Monument aux morts RE 1

 

Monument aux morts RE 2

 

Monument aux morts RE 3

 

Monument aux morts RE 4

 

Monument aux morts RE 5

 

Monument aux morts RE 6

 

 

« Reignier à ses enfants morts pour la France »   

  

 

Le 20 septembre 1914, fut décidé par le conseil municipal de l’époque, présidé par le Maire Sénateur Monsieur Émile Goy, qu’à la fin de la guerre, il élèvera un monument funéraire au cimetière, à la mémoire des enfants de la commune morts pour la France.
Sur le monument sont rappelés les noms des glorieuses victimes qui ont fait leur devoir au champ d’honneur.

  

Le 4 février 1923, le conseil municipal présidé par le Maire, Monsieur Lachat, a voté la construction du Monument et le comité du Monument aux Morts a approuvé le projet présenté par Monsieur Séraphin Albert, sculpteur de Paris, membre de la Société Nationale des Beaux-arts. Pour compléter le financement, une souscription publique fut lancée.

  

Le monument initialement situé à l’entrée du village, au milieu du carrefour de la rue principale, fut inauguré le 18 novembre 1923. À cette époque, la circulation était pratiquement inexistante et l’emplacement choisi ne posait pas de problème de sécurité.

  

Un bassin, qui se trouvait devant, a disparu au fil du temps.
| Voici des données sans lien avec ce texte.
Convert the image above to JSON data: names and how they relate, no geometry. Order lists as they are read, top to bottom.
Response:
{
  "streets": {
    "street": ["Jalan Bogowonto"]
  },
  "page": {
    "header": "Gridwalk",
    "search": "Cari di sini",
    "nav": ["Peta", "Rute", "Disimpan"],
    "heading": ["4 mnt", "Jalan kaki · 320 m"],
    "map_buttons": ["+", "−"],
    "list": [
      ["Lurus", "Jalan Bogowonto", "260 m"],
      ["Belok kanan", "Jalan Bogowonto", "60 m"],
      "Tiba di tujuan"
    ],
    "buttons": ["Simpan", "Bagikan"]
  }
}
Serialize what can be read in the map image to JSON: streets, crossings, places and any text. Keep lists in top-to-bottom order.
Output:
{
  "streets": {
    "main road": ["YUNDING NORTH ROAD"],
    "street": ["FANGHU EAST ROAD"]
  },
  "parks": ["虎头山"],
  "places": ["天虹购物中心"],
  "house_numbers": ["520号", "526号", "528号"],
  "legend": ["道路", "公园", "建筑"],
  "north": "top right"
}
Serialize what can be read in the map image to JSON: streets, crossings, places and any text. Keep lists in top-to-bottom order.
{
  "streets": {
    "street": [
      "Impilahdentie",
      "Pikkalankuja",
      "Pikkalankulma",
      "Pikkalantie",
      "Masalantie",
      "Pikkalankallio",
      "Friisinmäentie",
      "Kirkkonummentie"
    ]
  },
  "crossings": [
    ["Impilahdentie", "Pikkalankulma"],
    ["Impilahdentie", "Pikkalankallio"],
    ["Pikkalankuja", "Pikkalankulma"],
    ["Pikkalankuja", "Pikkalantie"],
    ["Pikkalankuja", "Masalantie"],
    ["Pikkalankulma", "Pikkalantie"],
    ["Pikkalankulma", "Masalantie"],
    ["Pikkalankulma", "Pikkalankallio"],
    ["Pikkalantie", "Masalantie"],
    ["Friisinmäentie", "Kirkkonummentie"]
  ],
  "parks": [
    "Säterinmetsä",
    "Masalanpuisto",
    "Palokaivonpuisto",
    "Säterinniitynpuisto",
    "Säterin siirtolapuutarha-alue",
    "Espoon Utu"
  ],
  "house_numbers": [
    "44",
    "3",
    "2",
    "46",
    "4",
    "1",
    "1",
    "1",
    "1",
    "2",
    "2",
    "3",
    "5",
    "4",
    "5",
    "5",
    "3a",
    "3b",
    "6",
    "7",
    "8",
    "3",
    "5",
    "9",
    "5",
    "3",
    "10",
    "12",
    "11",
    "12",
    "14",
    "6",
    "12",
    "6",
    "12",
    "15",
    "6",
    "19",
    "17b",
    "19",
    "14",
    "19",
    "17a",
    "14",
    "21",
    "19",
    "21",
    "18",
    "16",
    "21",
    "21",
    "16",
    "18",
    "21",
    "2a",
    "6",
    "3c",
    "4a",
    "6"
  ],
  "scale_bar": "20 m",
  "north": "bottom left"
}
Entouré d’arbres et avec une circulation sans cesse croissante, la situation du monument devenait gênante et dangereuse et en plus n’offrait pas d’espace nécessaire aux différentes commémorations.

  

En 2005, le monument fut transféré devant le cimetière et fut inauguré le 11 novembre 2005 dans une grande cérémonie. La Place du Souvenir fut quant à elle, inaugurée le 14 juillet 2007.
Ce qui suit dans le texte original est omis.